═══ DATASET RECORDS ═══

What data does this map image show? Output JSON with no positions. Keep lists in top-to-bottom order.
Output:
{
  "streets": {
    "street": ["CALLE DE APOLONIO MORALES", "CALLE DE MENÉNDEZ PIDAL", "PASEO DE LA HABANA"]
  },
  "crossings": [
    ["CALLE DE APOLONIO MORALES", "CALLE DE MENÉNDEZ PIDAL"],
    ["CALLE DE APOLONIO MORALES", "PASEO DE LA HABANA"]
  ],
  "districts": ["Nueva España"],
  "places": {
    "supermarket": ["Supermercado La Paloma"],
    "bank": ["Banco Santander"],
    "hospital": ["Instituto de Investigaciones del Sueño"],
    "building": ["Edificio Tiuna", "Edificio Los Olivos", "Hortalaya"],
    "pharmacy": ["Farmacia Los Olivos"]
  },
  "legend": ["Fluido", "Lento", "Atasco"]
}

═══

PROBLEM TO WORK ON -
Return the records exactly, character for character.

PROBLEM SOLUTION -
What data does this map image show? Output JSON with no positions. Keep lists in top-to-bottom order.
Output:
{
  "streets": {
    "street": ["CALLE DE APOLONIO MORALES", "CALLE DE MENÉNDEZ PIDAL", "PASEO DE LA HABANA"]
  },
  "crossings": [
    ["CALLE DE APOLONIO MORALES", "CALLE DE MENÉNDEZ PIDAL"],
    ["CALLE DE APOLONIO MORALES", "PASEO DE LA HABANA"]
  ],
  "districts": ["Nueva España"],
  "places": {
    "supermarket": ["Supermercado La Paloma"],
    "bank": ["Banco Santander"],
    "hospital": ["Instituto de Investigaciones del Sueño"],
    "building": ["Edificio Tiuna", "Edificio Los Olivos", "Hortalaya"],
    "pharmacy": ["Farmacia Los Olivos"]
  },
  "legend": ["Fluido", "Lento", "Atasco"]
}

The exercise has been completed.